TASK DESCRIPTION: Character for character, reproduce every entry below.

*** Block opens ***

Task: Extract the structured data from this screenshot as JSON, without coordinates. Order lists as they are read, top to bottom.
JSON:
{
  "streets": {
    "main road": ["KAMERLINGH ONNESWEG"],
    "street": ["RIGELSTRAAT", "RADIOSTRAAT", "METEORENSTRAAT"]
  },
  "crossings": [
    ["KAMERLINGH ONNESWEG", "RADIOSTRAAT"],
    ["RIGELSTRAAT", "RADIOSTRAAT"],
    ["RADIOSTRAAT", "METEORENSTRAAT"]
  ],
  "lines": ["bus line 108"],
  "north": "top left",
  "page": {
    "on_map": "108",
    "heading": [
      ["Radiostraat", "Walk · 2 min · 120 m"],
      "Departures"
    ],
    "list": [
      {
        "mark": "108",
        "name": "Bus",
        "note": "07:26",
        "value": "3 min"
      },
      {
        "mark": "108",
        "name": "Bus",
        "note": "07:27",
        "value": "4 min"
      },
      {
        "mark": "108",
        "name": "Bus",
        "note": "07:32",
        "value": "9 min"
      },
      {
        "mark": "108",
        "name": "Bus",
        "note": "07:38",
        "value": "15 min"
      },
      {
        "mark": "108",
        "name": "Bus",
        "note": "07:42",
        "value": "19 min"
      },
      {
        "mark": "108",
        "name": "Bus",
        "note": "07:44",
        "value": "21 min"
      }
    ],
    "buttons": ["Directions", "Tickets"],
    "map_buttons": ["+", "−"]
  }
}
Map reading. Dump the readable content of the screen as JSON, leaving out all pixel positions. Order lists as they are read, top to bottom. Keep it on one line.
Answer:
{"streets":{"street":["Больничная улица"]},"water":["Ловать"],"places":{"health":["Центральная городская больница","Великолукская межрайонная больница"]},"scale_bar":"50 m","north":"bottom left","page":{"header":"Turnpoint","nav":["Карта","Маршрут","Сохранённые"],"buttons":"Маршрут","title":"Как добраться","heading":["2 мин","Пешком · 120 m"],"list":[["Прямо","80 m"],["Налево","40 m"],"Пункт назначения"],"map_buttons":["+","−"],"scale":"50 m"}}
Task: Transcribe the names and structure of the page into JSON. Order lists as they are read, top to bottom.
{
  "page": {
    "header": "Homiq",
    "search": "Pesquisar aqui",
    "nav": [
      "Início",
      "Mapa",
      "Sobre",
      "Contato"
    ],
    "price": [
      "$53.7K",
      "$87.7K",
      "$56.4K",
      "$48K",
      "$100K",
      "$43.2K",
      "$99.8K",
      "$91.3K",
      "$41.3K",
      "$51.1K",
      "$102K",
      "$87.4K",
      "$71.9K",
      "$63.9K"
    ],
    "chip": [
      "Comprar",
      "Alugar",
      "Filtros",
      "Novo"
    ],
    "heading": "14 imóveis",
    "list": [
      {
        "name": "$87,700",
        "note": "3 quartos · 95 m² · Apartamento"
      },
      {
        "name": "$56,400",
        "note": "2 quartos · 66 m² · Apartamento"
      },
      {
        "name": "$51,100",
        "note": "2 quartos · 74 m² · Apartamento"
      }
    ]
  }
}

*** Block closes ***

RESPONSE FOR THIS EXERCISE:
Task: Extract the structured data from this screenshot as JSON, without coordinates. Order lists as they are read, top to bottom.
JSON:
{
  "streets": {
    "main road": ["KAMERLINGH ONNESWEG"],
    "street": ["RIGELSTRAAT", "RADIOSTRAAT", "METEORENSTRAAT"]
  },
  "crossings": [
    ["KAMERLINGH ONNESWEG", "RADIOSTRAAT"],
    ["RIGELSTRAAT", "RADIOSTRAAT"],
    ["RADIOSTRAAT", "METEORENSTRAAT"]
  ],
  "lines": ["bus line 108"],
  "north": "top left",
  "page": {
    "on_map": "108",
    "heading": [
      ["Radiostraat", "Walk · 2 min · 120 m"],
      "Departures"
    ],
    "list": [
      {
        "mark": "108",
        "name": "Bus",
        "note": "07:26",
        "value": "3 min"
      },
      {
        "mark": "108",
        "name": "Bus",
        "note": "07:27",
        "value": "4 min"
      },
      {
        "mark": "108",
        "name": "Bus",
        "note": "07:32",
        "value": "9 min"
      },
      {
        "mark": "108",
        "name": "Bus",
        "note": "07:38",
        "value": "15 min"
      },
      {
        "mark": "108",
        "name": "Bus",
        "note": "07:42",
        "value": "19 min"
      },
      {
        "mark": "108",
        "name": "Bus",
        "note": "07:44",
        "value": "21 min"
      }
    ],
    "buttons": ["Directions", "Tickets"],
    "map_buttons": ["+", "−"]
  }
}
Map reading. Dump the readable content of the screen as JSON, leaving out all pixel positions. Order lists as they are read, top to bottom. Keep it on one line.
Answer:
{"streets":{"street":["Больничная улица"]},"water":["Ловать"],"places":{"health":["Центральная городская больница","Великолукская межрайонная больница"]},"scale_bar":"50 m","north":"bottom left","page":{"header":"Turnpoint","nav":["Карта","Маршрут","Сохранённые"],"buttons":"Маршрут","title":"Как добраться","heading":["2 мин","Пешком · 120 m"],"list":[["Прямо","80 m"],["Налево","40 m"],"Пункт назначения"],"map_buttons":["+","−"],"scale":"50 m"}}
Task: Transcribe the names and structure of the page into JSON. Order lists as they are read, top to bottom.
{
  "page": {
    "header": "Homiq",
    "search": "Pesquisar aqui",
    "nav": [
      "Início",
      "Mapa",
      "Sobre",
      "Contato"
    ],
    "price": [
      "$53.7K",
      "$87.7K",
      "$56.4K",
      "$48K",
      "$100K",
      "$43.2K",
      "$99.8K",
      "$91.3K",
      "$41.3K",
      "$51.1K",
      "$102K",
      "$87.4K",
      "$71.9K",
      "$63.9K"
    ],
    "chip": [
      "Comprar",
      "Alugar",
      "Filtros",
      "Novo"
    ],
    "heading": "14 imóveis",
    "list": [
      {
        "name": "$87,700",
        "note": "3 quartos · 95 m² · Apartamento"
      },
      {
        "name": "$56,400",
        "note": "2 quartos · 66 m² · Apartamento"
      },
      {
        "name": "$51,100",
        "note": "2 quartos · 74 m² · Apartamento"
      }
    ]
  }
}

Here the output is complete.